SQL:
SELECT 'true' = true;
I know the result is true, but I want to know how Spark compares the two:
- cast true as 'true' and then just compare two string type.
- cast 'true' as true and then compare two boolean type.
Which way does Spark use?
The same happens when comparing date and string or timestamp and string:
SELECT '2022-01-02' > date('2022-01-03');
SELECT '2022-08-12 01:00:00.123456' < timestamp('2019-08-12 01:00:00.123456');
I'm a novice at Spark. Thank you in advance!
CodePudding user response:
The easiest way to learn is to ask Spark to explain the plan.

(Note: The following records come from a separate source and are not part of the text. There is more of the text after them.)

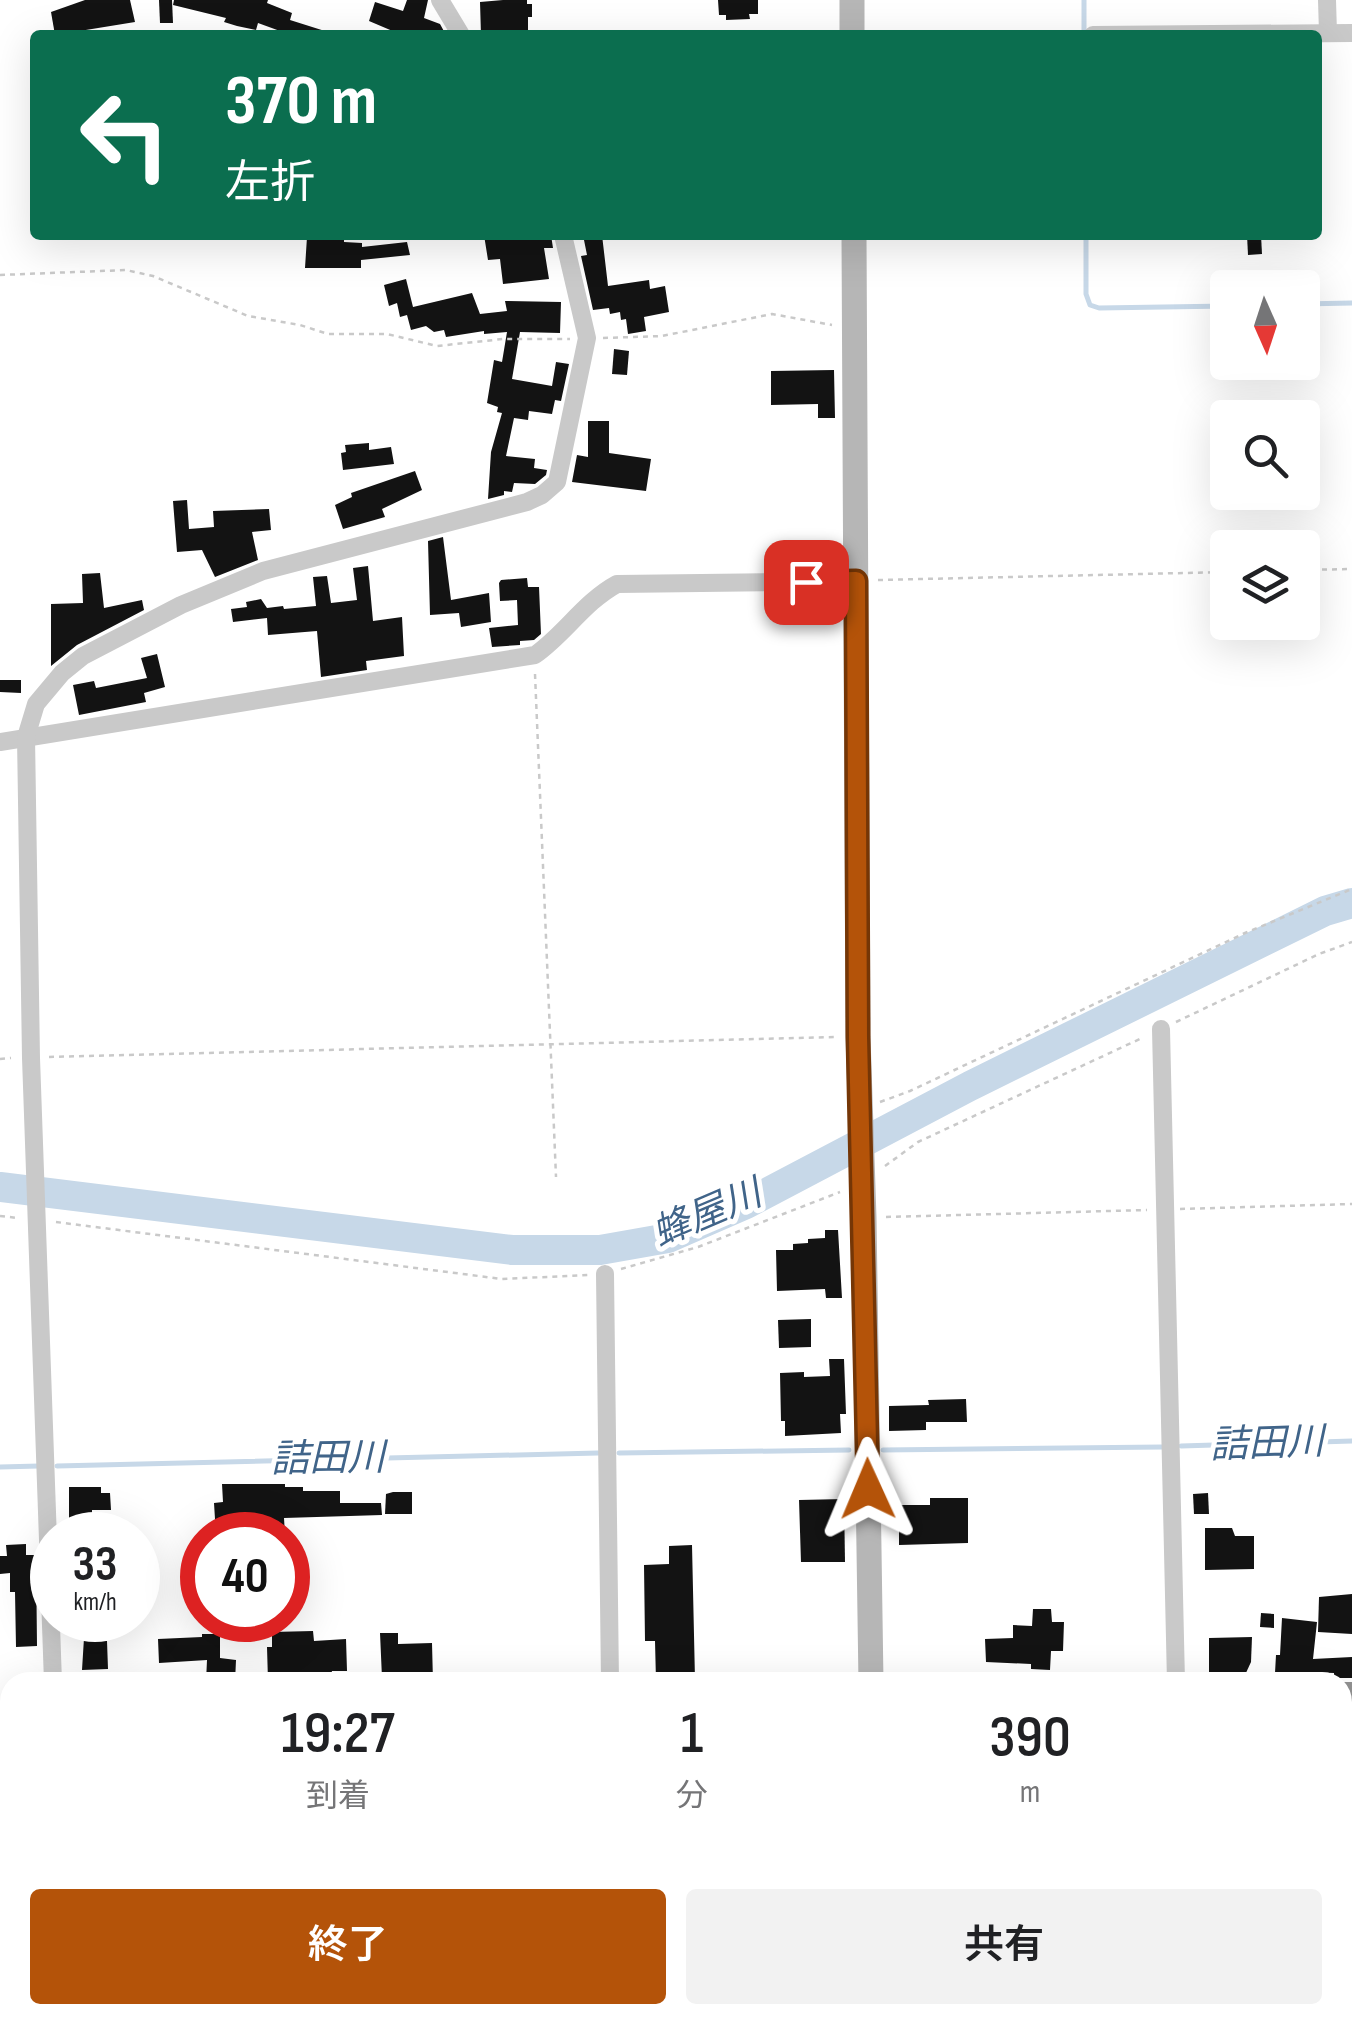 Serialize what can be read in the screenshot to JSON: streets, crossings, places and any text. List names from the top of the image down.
{
  "water": ["蜂屋川", "詰田川"],
  "north": "bottom",
  "page": {
    "turn": ["370 m", "左折"],
    "speed": "33 km/h",
    "limit": "40",
    "eta": [
      "19:27",
      "到着",
      "1",
      "分",
      "390",
      "m"
    ],
    "buttons": ["終了", "共有"]
  }
}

scala> spark.sql("SELECT 'true' = true").explain
== Physical Plan ==
*(1) Project [true AS (CAST(true AS BOOLEAN) = true)#53]
- *(1) Scan OneRowRelation[]
scala> spark.sql("SELECT '2022-01-02' > date('2022-01-03')").explain
== Physical Plan ==
*(1) Project [false AS (CAST(2022-01-02 AS DATE) > CAST(2022-01-03 AS DATE))#55]

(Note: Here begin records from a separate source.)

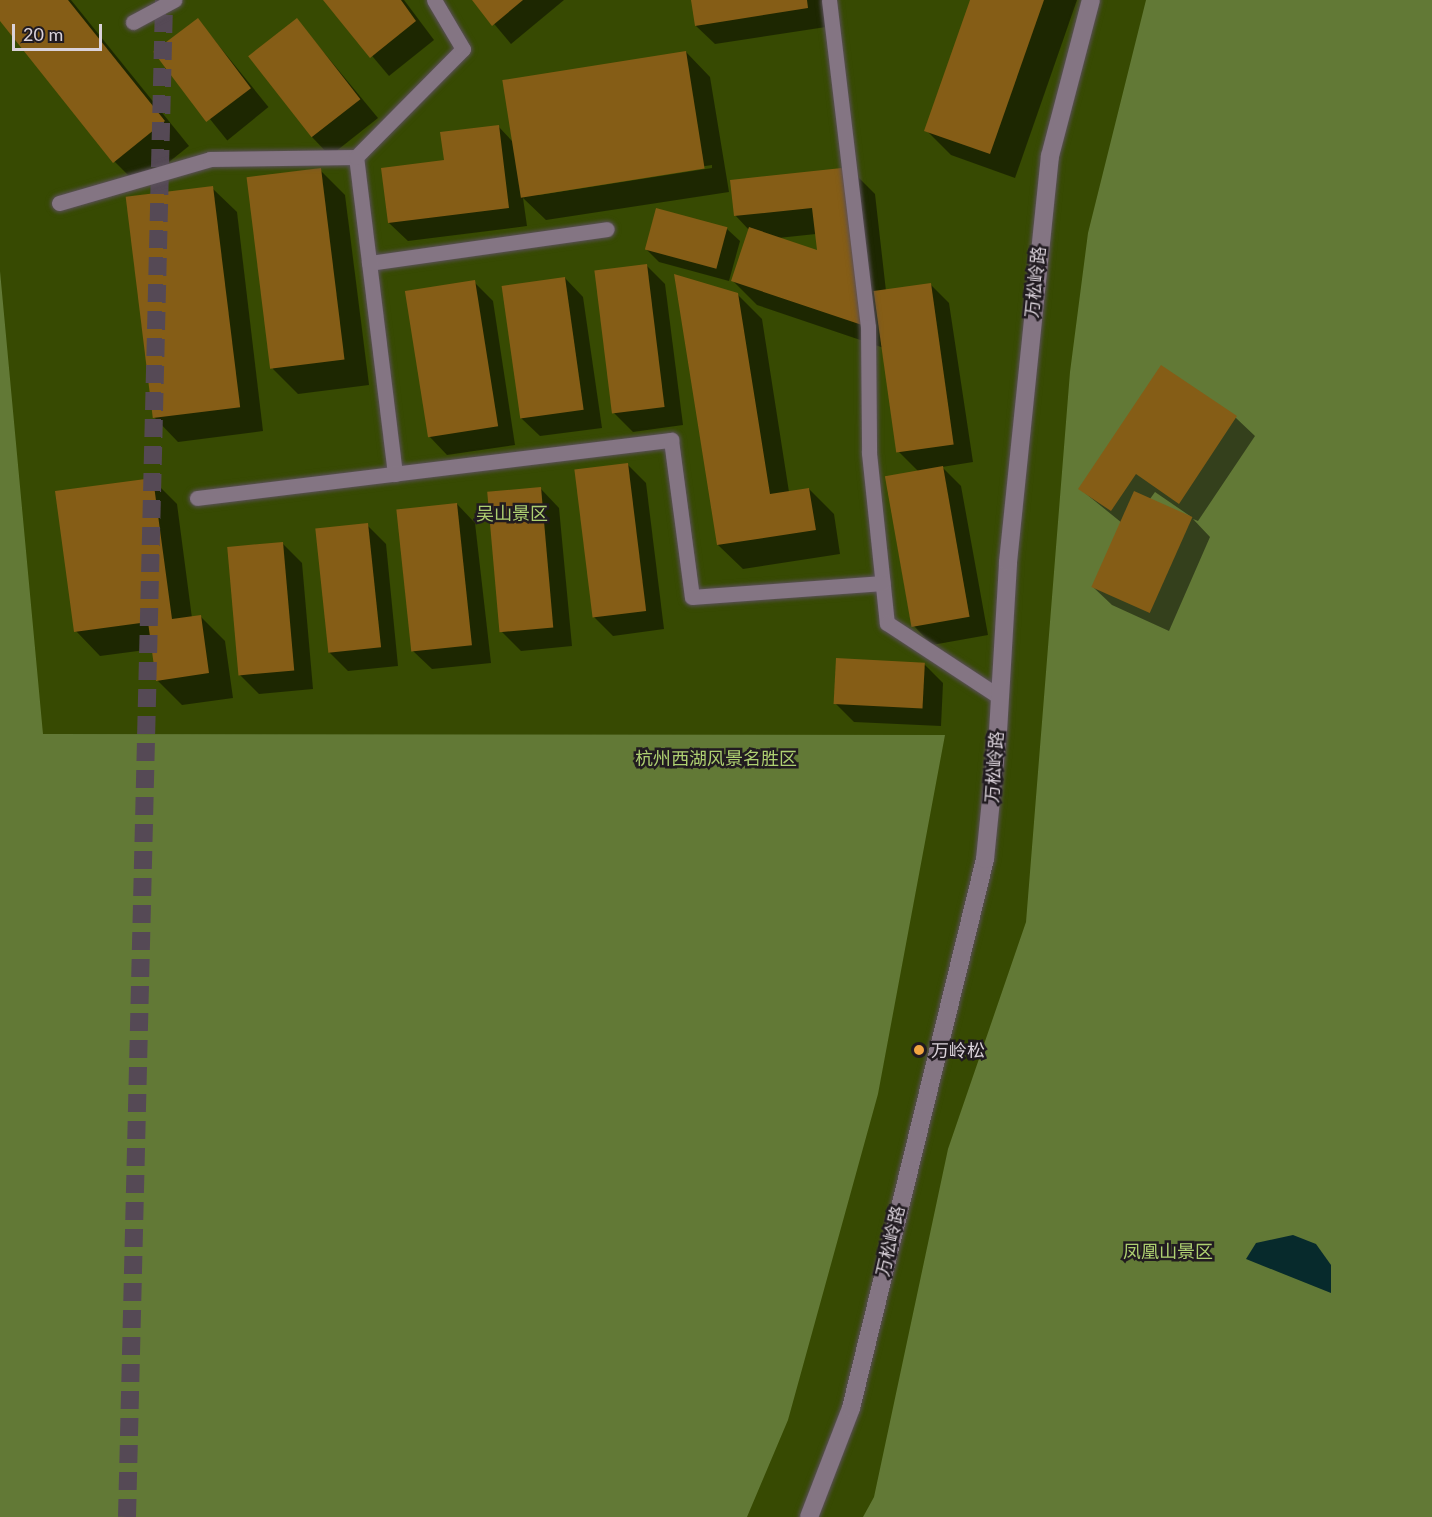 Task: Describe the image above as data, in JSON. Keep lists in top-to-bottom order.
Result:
{
  "streets": {
    "street": ["万松岭路"]
  },
  "parks": ["吴山景区", "杭州西湖风景名胜区", "凤凰山景区"],
  "places": ["万岭松"],
  "scale_bar": "20 m"
}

- *(1) Scan OneRowRelation[]
scala> spark.sql("SELECT '2022-08-12 01:00:00.123456' < timestamp('2019-08-12 01:00:00.123456')").explain
== Physical Plan ==
*(1) Project [false AS (CAST(2022-08-12 01:00:00.123456 AS TIMESTAMP) < CAST(2019-08-12 01:00:00.123456 AS TIMESTAMP))#57]
- *(1) Scan OneRowRelation[]
We can clearly see that in all cases Spark attempts to cast string to the other type (boolean, date, timestamp, int, ...).